— Exercise objective —
Although the data below holds other lines too, output only those from the line with "translate:-50% -50%; white-space:nowrap;" up to and including the line with "translate:-100% -50%; text-align:right", exactly as they appear.

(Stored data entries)
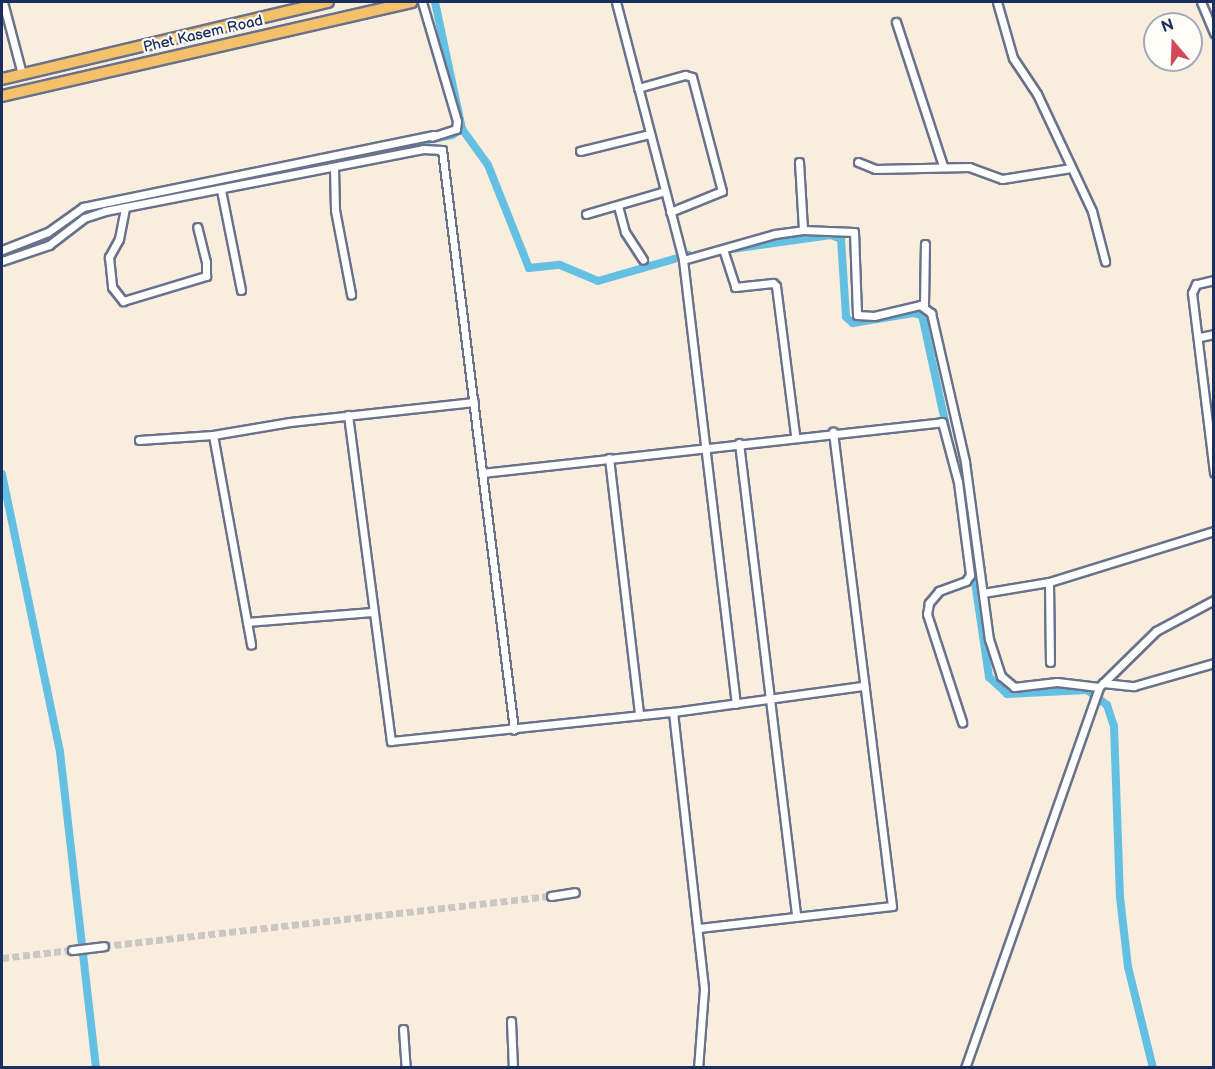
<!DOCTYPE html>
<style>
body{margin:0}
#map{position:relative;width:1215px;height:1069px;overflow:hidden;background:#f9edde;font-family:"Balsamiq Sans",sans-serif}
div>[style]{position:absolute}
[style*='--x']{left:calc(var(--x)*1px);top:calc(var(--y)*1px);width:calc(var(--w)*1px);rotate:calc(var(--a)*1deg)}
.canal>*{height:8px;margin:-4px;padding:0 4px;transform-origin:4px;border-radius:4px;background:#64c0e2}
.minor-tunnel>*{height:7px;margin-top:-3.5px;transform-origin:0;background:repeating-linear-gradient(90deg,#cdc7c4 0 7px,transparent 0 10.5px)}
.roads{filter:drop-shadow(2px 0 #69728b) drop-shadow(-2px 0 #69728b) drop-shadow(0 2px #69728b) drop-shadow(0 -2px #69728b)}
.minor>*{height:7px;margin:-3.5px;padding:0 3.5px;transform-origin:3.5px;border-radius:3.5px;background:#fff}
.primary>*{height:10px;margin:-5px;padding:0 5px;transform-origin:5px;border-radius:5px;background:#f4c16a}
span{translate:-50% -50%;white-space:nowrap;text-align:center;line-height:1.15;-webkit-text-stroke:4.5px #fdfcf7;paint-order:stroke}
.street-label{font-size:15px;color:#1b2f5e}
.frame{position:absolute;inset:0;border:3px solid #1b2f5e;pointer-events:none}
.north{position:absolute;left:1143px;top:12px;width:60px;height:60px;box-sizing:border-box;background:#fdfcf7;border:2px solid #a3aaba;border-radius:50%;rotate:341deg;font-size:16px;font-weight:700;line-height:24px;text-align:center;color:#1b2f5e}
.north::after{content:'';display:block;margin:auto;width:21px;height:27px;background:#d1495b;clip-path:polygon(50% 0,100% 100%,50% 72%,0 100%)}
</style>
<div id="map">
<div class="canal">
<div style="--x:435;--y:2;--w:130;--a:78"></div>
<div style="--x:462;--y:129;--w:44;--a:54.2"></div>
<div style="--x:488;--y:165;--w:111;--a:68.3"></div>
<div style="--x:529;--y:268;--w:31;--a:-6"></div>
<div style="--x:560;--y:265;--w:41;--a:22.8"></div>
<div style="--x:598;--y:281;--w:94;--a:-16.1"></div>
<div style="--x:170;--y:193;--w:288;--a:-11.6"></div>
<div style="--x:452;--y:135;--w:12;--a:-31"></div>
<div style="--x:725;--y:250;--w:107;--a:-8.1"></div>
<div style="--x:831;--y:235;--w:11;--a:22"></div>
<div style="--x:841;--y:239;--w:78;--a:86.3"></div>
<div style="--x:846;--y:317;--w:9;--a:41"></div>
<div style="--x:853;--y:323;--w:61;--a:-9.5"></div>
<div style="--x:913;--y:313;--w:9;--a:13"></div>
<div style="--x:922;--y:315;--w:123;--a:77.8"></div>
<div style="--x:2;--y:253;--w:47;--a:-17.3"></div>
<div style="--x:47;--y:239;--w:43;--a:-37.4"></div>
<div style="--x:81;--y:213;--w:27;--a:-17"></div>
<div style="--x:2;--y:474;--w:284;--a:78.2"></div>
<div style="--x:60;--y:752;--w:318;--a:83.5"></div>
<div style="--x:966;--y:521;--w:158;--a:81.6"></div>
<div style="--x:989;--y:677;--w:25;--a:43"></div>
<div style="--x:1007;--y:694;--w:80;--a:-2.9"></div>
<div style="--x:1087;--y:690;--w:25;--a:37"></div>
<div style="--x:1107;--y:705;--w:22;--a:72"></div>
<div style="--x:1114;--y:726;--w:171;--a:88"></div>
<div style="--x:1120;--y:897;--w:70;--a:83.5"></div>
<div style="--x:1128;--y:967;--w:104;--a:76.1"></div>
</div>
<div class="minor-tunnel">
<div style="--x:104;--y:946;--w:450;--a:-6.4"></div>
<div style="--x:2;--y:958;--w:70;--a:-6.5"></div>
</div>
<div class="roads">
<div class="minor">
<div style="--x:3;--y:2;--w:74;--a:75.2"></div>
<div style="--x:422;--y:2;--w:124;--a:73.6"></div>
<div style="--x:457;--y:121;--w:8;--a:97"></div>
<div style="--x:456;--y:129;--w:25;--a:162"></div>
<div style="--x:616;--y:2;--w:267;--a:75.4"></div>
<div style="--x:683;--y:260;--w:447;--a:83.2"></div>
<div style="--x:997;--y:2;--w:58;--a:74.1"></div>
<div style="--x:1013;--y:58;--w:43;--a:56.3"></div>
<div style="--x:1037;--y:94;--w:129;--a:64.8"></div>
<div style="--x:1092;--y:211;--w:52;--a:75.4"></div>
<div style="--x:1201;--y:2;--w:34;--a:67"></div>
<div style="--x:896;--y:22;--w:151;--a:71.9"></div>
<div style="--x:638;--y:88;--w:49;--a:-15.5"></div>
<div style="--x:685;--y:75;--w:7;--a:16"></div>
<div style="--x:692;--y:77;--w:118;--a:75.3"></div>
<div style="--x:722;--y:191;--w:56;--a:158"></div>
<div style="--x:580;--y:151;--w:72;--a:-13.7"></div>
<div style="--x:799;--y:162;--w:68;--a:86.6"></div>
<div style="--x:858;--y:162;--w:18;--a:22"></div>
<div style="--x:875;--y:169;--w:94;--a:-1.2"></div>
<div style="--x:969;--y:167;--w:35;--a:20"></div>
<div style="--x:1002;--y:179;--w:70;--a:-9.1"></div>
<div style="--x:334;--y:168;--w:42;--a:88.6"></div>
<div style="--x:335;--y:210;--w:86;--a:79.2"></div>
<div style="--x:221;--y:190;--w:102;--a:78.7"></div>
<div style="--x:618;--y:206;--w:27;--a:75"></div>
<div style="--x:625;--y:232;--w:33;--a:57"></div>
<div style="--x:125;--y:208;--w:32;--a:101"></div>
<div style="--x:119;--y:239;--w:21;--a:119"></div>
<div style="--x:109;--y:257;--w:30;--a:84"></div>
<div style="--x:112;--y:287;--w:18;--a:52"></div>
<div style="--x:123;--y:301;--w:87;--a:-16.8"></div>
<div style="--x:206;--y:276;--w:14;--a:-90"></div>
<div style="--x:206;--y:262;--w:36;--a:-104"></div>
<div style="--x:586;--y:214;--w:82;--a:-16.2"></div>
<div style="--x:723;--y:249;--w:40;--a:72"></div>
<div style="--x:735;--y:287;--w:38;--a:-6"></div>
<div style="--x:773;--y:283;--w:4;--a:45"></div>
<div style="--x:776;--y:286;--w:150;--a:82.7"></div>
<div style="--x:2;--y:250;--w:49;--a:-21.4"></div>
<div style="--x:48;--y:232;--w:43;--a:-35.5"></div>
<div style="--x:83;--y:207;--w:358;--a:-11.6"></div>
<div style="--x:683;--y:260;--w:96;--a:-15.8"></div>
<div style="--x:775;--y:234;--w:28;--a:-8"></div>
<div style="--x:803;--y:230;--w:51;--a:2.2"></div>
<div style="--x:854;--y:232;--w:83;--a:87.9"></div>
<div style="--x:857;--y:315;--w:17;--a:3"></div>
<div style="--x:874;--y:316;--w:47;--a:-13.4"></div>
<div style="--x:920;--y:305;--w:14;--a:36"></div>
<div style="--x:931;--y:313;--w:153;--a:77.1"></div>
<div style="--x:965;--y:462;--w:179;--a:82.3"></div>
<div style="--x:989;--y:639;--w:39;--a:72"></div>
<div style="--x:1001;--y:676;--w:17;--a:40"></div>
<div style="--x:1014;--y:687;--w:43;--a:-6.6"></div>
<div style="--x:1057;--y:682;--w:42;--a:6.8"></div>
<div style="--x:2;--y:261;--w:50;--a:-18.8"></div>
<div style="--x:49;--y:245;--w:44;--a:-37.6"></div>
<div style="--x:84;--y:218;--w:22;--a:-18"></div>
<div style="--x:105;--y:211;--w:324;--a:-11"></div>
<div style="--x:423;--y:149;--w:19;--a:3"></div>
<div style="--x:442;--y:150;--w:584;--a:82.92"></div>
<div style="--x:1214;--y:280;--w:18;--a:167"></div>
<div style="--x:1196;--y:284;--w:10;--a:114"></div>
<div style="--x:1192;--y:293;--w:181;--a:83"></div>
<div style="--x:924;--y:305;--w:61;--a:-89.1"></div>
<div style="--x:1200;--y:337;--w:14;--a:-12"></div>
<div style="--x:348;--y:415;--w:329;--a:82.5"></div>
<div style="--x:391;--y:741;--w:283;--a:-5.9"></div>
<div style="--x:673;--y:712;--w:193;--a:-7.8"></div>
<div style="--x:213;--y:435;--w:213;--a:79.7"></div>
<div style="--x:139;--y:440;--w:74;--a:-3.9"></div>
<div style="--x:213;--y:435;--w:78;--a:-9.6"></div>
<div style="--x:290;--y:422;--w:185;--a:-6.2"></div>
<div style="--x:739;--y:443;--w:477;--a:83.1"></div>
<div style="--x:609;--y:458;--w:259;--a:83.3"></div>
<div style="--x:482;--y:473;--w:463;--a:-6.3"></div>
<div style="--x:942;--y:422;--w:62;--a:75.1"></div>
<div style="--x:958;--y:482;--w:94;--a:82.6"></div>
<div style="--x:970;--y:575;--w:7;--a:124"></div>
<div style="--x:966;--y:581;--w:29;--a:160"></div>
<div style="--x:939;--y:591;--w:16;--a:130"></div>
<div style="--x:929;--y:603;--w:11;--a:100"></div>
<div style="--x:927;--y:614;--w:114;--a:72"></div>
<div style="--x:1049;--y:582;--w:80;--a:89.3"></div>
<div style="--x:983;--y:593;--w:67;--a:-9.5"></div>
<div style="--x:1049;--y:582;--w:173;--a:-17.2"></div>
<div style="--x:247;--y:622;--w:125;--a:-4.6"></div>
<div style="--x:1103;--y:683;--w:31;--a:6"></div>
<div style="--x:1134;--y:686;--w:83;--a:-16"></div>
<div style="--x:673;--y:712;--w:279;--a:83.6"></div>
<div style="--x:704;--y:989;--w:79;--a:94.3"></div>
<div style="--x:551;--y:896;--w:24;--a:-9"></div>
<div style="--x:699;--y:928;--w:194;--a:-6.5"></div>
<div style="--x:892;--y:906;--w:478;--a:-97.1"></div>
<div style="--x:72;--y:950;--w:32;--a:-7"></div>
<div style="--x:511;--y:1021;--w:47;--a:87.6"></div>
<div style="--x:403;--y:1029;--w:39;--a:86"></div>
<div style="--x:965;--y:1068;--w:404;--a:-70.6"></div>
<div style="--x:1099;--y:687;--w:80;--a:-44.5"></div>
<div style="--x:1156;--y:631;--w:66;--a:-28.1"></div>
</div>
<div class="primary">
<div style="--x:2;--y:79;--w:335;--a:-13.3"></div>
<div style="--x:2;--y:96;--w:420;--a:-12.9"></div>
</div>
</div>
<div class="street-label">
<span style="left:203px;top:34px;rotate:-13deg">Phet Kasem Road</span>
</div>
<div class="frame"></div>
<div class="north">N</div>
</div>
...
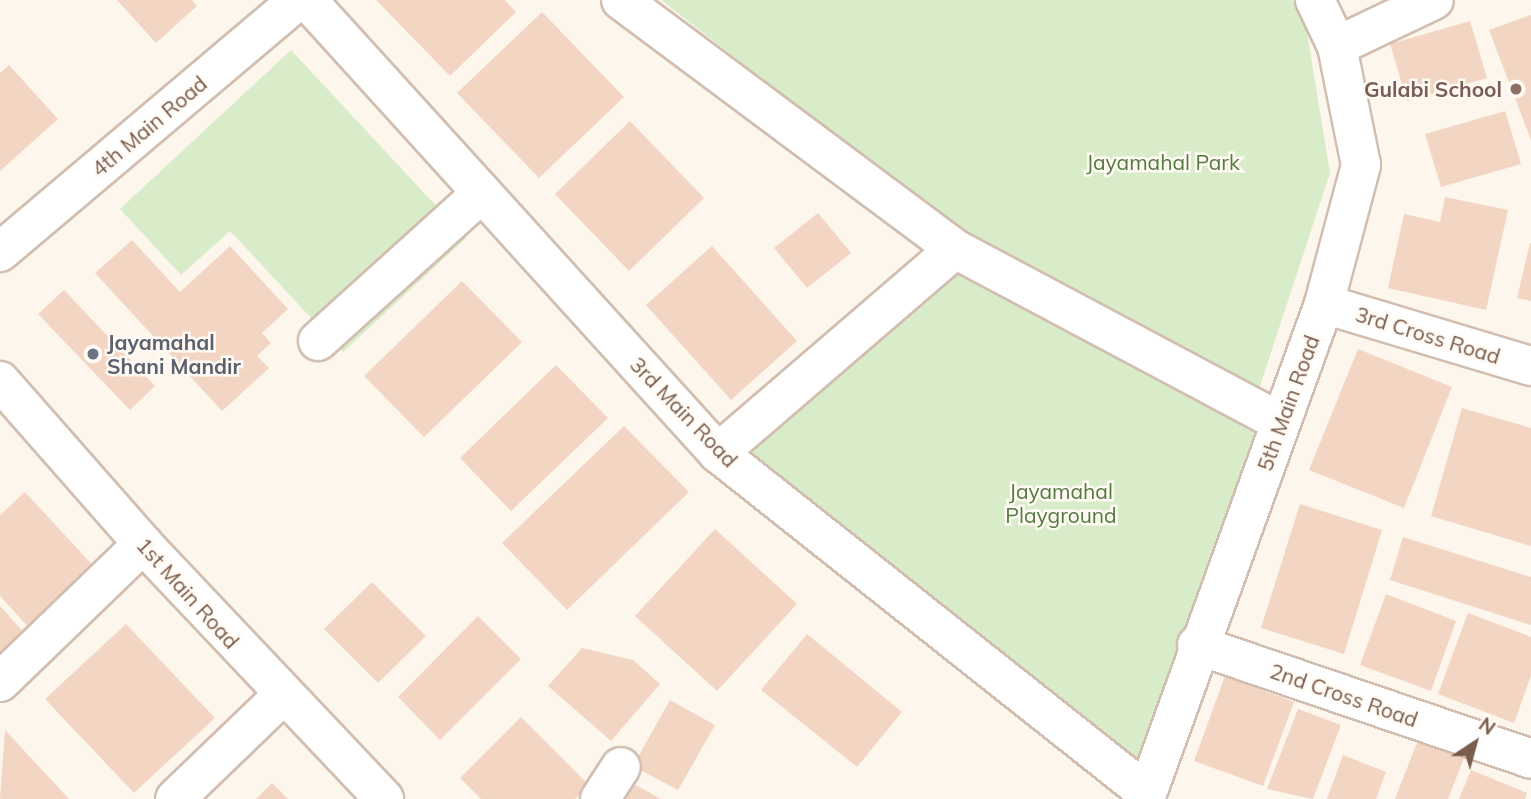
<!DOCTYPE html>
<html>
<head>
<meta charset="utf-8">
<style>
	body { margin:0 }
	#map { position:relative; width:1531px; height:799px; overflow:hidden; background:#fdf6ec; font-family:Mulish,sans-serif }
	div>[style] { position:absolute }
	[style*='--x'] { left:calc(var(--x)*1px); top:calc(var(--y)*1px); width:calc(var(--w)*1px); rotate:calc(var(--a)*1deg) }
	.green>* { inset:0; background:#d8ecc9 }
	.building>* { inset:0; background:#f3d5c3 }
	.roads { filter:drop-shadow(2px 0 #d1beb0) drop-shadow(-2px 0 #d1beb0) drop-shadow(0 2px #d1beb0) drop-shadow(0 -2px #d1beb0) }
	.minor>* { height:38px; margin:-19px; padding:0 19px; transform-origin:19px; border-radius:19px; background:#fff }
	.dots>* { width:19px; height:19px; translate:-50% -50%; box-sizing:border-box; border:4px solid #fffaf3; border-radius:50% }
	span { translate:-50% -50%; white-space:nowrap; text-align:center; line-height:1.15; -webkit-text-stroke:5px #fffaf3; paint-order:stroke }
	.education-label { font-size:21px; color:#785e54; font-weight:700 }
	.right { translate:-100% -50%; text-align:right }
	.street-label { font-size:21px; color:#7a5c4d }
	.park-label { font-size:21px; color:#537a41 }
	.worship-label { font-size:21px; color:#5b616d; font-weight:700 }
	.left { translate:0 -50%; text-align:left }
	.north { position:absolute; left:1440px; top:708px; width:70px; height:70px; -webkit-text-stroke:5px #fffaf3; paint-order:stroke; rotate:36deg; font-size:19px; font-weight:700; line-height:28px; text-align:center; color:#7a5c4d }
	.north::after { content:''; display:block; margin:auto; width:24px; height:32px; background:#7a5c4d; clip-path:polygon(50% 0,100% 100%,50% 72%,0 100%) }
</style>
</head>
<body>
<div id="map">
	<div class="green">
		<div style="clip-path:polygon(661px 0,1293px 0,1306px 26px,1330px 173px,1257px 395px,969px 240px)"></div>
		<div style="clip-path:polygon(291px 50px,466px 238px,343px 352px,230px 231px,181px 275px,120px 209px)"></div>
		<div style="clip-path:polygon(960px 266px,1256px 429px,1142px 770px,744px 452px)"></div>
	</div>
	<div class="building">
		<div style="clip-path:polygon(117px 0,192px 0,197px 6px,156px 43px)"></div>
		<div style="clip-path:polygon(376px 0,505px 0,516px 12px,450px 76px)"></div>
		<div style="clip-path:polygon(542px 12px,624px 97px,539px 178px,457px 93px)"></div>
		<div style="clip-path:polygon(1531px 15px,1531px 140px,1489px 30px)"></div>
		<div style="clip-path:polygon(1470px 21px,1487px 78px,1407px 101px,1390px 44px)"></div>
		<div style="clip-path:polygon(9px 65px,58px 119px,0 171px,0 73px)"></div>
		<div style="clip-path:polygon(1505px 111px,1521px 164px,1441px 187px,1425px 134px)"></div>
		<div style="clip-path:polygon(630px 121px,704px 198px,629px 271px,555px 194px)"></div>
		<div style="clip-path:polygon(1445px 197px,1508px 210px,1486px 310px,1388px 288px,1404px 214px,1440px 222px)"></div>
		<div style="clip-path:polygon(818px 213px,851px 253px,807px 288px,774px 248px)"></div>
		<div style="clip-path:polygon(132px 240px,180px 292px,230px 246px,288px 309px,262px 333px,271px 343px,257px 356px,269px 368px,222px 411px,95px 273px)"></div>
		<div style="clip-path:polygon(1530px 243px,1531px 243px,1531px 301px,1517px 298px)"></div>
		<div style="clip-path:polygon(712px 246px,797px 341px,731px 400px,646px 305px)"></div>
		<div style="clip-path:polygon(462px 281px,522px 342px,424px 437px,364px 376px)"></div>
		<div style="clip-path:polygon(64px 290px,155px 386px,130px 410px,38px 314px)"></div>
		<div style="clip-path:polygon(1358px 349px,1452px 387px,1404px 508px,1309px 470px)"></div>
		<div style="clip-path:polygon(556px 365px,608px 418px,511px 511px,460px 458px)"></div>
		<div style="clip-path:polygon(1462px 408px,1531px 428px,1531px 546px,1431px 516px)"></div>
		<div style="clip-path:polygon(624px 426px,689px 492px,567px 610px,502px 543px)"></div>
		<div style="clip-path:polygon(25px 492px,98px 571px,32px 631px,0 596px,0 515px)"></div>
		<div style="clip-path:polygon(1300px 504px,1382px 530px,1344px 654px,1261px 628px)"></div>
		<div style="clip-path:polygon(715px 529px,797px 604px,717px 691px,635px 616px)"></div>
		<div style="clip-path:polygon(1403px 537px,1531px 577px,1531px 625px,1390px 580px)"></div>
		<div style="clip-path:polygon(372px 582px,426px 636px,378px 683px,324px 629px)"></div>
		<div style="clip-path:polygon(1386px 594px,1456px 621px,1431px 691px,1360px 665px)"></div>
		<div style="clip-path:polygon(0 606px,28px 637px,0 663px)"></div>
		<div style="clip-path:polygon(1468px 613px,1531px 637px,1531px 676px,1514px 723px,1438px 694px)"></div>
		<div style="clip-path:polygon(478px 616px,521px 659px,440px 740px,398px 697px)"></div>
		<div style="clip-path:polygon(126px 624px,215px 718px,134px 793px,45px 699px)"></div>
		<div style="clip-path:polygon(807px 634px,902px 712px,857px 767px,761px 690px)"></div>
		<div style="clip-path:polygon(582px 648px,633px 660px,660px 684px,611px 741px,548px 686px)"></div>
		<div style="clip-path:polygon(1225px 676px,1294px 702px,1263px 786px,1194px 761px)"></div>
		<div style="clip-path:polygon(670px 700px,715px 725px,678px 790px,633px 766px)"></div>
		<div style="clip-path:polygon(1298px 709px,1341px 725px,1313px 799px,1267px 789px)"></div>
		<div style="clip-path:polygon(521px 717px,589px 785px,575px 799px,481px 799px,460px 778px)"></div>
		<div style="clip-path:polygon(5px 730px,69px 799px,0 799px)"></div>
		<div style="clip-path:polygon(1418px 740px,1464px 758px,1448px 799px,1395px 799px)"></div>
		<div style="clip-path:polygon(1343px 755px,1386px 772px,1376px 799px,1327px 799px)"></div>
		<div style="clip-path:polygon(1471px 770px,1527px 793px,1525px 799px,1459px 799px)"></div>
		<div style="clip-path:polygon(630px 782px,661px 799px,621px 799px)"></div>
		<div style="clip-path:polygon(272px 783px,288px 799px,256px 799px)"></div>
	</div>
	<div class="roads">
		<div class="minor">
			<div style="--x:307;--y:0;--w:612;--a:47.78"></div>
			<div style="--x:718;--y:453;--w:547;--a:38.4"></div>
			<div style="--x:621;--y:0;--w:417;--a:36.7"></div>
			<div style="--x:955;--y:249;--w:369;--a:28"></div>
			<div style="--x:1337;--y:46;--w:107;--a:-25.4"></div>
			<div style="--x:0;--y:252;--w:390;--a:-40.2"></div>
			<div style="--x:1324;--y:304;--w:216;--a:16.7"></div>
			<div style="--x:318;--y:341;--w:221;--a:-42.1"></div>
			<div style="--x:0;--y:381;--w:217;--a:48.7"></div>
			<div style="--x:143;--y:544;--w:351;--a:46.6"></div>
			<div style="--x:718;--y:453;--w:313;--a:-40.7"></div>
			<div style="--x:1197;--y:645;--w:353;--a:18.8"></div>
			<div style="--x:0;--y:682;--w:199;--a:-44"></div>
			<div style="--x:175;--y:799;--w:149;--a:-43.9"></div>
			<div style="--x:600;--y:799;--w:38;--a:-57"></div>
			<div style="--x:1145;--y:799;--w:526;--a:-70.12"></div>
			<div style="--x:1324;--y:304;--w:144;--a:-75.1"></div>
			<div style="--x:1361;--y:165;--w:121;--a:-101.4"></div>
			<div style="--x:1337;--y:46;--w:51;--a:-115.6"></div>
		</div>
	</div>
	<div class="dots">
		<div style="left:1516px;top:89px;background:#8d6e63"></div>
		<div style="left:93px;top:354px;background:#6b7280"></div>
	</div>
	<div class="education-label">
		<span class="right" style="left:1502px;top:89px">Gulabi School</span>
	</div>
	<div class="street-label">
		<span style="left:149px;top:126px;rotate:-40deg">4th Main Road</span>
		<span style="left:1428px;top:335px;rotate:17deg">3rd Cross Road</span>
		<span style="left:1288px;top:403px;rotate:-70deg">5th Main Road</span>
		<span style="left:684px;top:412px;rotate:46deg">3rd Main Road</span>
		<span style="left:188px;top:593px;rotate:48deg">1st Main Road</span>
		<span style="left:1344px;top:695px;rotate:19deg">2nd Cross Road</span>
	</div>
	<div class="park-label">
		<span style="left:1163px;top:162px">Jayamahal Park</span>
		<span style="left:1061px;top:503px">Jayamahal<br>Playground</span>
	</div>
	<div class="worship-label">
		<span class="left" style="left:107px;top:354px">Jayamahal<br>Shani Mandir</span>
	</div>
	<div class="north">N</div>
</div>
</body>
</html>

— Result of this task —
	span { translate:-50% -50%; white-space:nowrap; text-align:center; line-height:1.15; -webkit-text-stroke:5px #fffaf3; paint-order:stroke }
	.education-label { font-size:21px; color:#785e54; font-weight:700 }
	.right { translate:-100% -50%; text-align:right }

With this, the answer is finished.